Thinkscoop
AI Risk & Audit Documentation System for EY
Professional Services 12 weeksAI AgentsEnterprise SolutionsAI Integration

72%

reduction in report preparation time

AI Risk & Audit Documentation System for EY

EY (Ernst & Young)

EY (Ernst & Young)

72%

Report prep time saved

50+

Concurrent engagements

<2%

Escalation rate

0

Hallucination incidents

Context

The business context

Big 4 audit practices live under unrelenting regulatory pressure. Every engagement demands exhaustive documentation - risk matrices, compliance cross-references, workpapers, and partner-ready summaries - before a single judgment call can be made. At EY, that documentation work was falling on senior auditors who should have been spending their hours on the high-stakes reasoning that clients pay for. The problem wasn't a shortage of talent. It was that talent was buried under assembly work.

The problem

5 specific problems that needed solving

Senior auditors spending 40+ hours per engagement on manual document assembly across 8 disconnected systems

Risk assessment drafts taking 24–36 hours before a partner could begin review - compressing decision windows during busy season

No single source of truth: compliance frameworks lived in PDFs, spreadsheets, and two separate legacy databases

Existing rule-based tools generated uncited outputs, making AI-assisted drafts unusable for regulated client work

Seasonal spikes (year-end audit season) created a 3× workload surge that existing headcount couldn't absorb

EY (Ernst & Young) - solution

Our approach

Trustability first. Speed second.

Every prior attempt at AI in audit had failed for the same reason: hallucinated outputs that auditors couldn't trust or cite. Our core design principle was citation-first - every claim the system makes must link directly to a source document, regulatory reference, or data record. We spent the first two weeks not building software, but mapping exactly which document types lived where, who was authorised to access what, and what a 'good enough to hand to a partner' draft actually looked like. We then designed a human-in-the-loop architecture where AI handles assembly and cross-referencing, and every human touch is on judgment - not data retrieval.

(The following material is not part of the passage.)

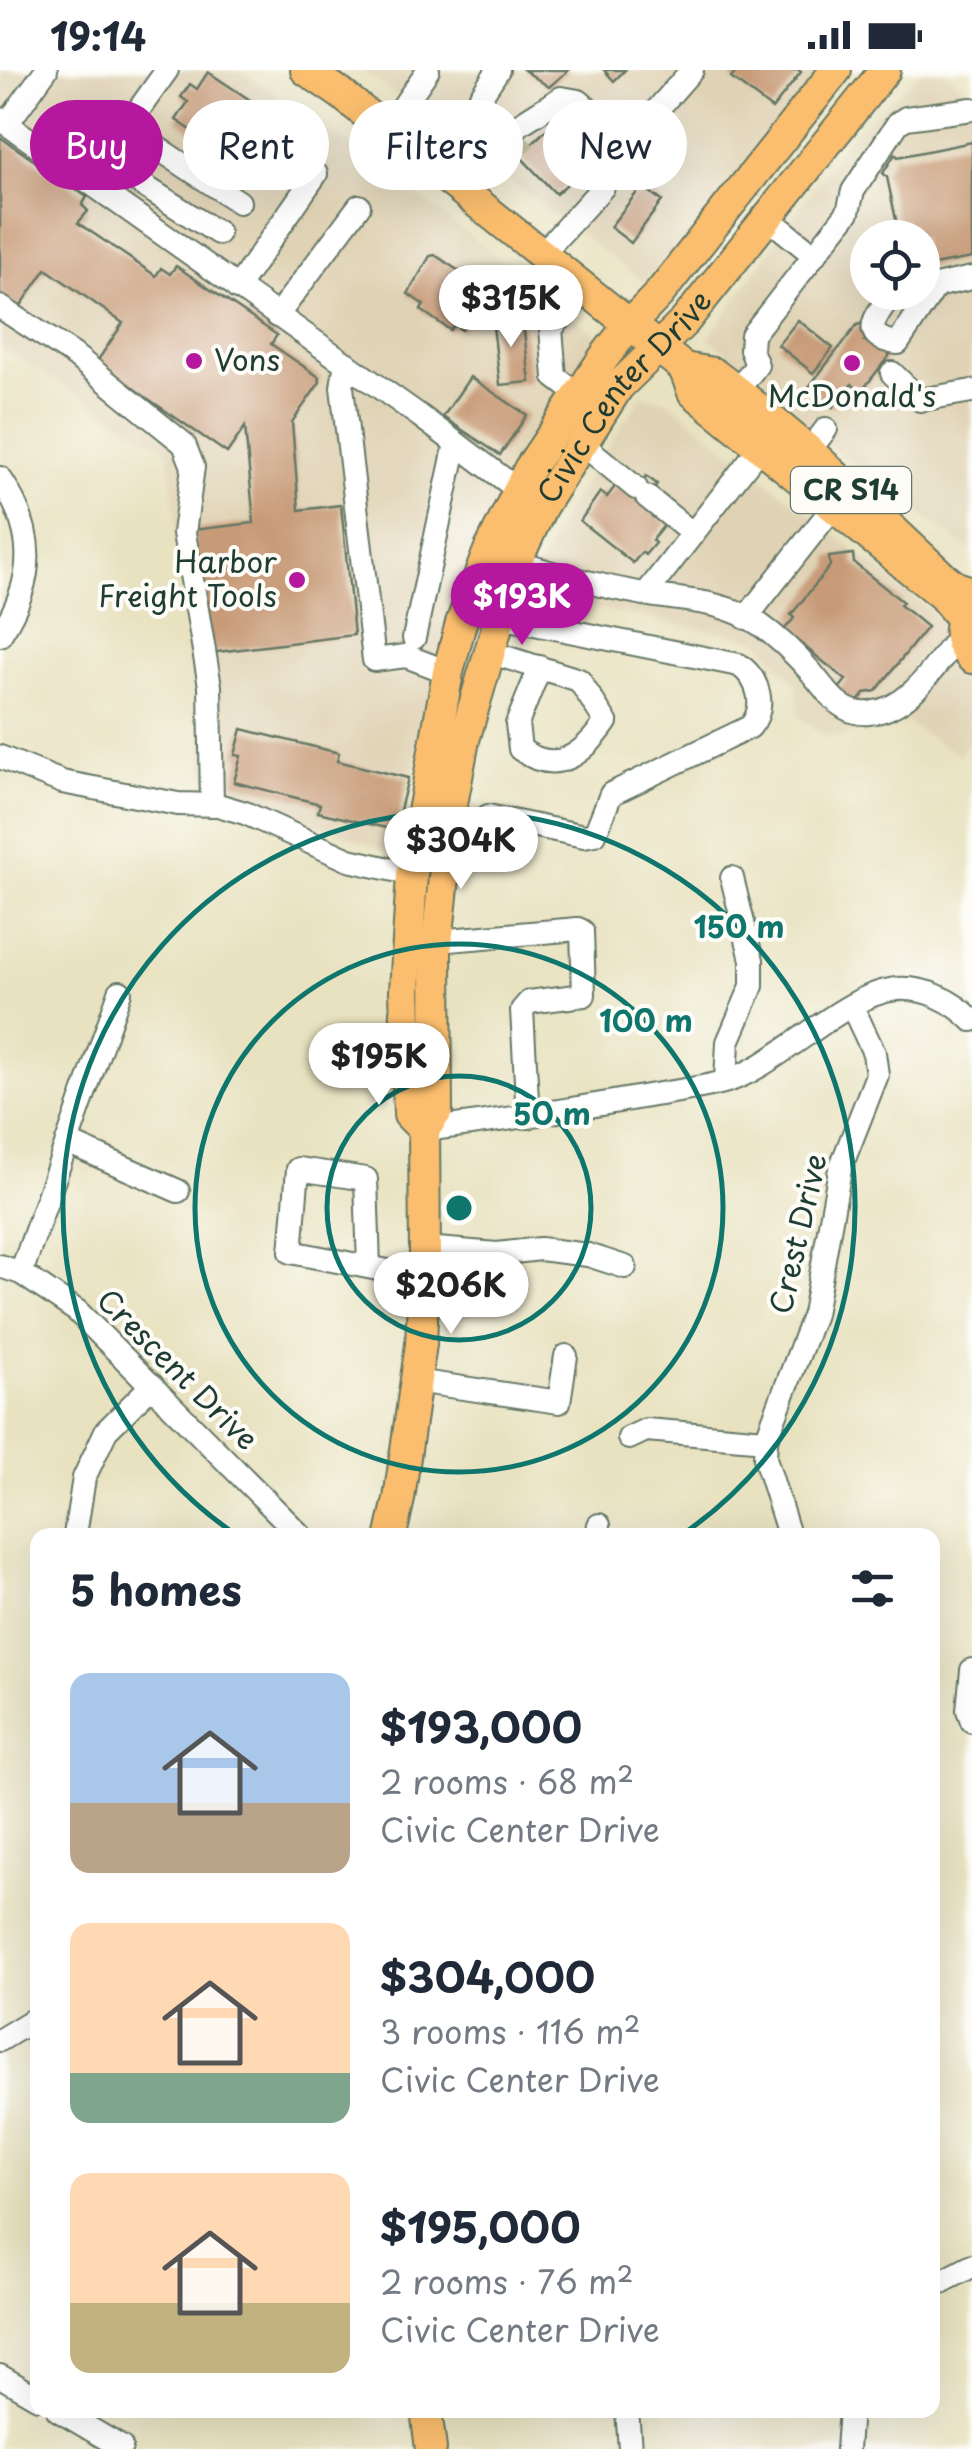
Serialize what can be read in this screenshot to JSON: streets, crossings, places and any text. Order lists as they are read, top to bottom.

Built evaluation harnesses before building the product - defined what 'correct' looked like with audit experts upfront

Chose LangGraph over a simple prompt chain to give each reasoning step an explicit, auditable state graph

Operated entirely inside EY's existing Azure tenancy - zero data left EY's perimeter at any point

Designed escalation triggers: if confidence on any claim fell below threshold, the agent flagged for human review rather than guessing

What we built

A multi-agent audit intelligence system

The system is a LangGraph-based multi-agent pipeline with four specialised agents: a Data Retrieval Agent that queries all 8 source systems via secure API connectors, a Regulatory Mapping Agent that cross-references extracted data against IFRS, SOX, and local GAAP frameworks stored in a structured knowledge base, a Draft Generation Agent that writes sections of the risk assessment with inline citations, and a Review Routing Agent that scores output confidence and routes low-confidence sections directly to a named partner queue. Everything is logged to an immutable audit trail in Azure Blob Storage.

1

Data connectors

Secure REST connectors to all 8 source systems - ERPs, legacy workpaper tools, and the firm's proprietary client data platform - with field-level access control per engagement team.

2

Regulatory knowledge base

Structured vector store of IFRS, SOX, and 12 local GAAP frameworks with versioning, so the system always cites the correct year of the standard and flags when a referenced standard has been updated since last engagement.

3

Citation engine

Every sentence in a generated draft carries a citation ID linking back to a specific source document and page. Reviewers click any sentence to see its evidence chain instantly.

4

Confidence routing

Any output section scoring below the defined confidence threshold is automatically routed to the relevant human reviewer with the agent's uncertainty reasoning pre-populated - so partners see exactly why the AI wasn't sure.

5

Audit trail

Every agent decision, API call, and human override is written to an immutable log in Azure Blob Storage. The entire decision history for a client report can be exported as a single compliance record.

Impact

What changed in production

The numbers only tell part of the story. The bigger shift was cultural: auditors started treating AI output as a first draft they refined, not a risk they managed around.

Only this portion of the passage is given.